TASK TO COMPLETE: Check each line of the records for "ハンドボール場"; collect those that have it.

-- DATA SUPPLIED follows --

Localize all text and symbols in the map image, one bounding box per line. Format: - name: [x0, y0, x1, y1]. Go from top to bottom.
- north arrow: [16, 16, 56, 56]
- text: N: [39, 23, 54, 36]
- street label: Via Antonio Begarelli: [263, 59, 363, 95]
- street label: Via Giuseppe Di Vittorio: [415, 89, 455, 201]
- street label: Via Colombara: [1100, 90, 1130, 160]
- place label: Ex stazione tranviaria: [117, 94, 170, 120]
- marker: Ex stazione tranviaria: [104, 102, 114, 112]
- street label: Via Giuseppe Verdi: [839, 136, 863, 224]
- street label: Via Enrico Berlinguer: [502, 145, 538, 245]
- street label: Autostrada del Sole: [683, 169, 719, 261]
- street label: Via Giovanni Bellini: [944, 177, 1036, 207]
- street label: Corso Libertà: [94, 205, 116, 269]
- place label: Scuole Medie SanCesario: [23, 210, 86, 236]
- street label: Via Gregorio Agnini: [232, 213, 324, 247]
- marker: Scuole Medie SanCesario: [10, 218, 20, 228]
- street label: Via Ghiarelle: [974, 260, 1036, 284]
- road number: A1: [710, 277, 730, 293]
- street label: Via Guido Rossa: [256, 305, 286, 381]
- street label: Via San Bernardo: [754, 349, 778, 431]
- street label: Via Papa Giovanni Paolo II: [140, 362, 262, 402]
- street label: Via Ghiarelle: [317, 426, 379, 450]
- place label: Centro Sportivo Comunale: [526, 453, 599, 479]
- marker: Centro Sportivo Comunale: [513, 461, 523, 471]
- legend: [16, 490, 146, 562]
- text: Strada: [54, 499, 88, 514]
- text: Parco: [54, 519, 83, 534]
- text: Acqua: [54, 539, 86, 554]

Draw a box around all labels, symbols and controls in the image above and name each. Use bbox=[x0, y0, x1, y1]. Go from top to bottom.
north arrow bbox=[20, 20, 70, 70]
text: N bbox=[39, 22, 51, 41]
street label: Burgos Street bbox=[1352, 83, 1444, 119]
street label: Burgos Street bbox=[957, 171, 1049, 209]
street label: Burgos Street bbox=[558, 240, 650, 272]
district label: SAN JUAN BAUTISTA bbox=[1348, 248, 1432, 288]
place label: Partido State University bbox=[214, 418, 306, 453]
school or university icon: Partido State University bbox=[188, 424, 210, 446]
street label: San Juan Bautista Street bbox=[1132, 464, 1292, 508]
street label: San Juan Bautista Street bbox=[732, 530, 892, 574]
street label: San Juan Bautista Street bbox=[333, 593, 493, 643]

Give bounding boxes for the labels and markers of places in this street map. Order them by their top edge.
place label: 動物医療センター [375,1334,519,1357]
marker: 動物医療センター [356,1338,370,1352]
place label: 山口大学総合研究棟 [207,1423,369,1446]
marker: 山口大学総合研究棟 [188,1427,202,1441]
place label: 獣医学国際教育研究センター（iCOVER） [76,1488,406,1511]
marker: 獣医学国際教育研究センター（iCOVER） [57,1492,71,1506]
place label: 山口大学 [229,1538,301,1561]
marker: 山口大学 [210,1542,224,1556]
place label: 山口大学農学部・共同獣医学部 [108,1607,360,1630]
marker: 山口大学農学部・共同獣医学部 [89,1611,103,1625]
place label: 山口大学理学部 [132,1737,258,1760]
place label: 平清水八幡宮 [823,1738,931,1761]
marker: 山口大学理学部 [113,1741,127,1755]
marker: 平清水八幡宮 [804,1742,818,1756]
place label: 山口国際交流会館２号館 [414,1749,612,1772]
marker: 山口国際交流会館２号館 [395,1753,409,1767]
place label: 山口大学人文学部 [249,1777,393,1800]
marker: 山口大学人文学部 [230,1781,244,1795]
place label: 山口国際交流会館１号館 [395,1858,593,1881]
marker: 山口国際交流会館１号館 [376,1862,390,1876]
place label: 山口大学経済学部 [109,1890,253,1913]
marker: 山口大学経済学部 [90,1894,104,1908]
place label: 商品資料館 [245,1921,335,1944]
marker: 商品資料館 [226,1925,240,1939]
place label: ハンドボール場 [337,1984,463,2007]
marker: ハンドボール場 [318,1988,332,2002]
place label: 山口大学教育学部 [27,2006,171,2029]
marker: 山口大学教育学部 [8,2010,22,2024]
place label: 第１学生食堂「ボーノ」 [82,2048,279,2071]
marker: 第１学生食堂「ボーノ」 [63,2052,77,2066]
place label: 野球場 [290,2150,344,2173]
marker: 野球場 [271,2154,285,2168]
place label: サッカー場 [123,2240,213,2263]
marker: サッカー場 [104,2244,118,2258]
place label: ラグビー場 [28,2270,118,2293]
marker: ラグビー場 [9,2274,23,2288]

-- DATA SUPPLIED concluded --

RESPONSE AREA:
place label: ハンドボール場 [337,1984,463,2007]
marker: ハンドボール場 [318,1988,332,2002]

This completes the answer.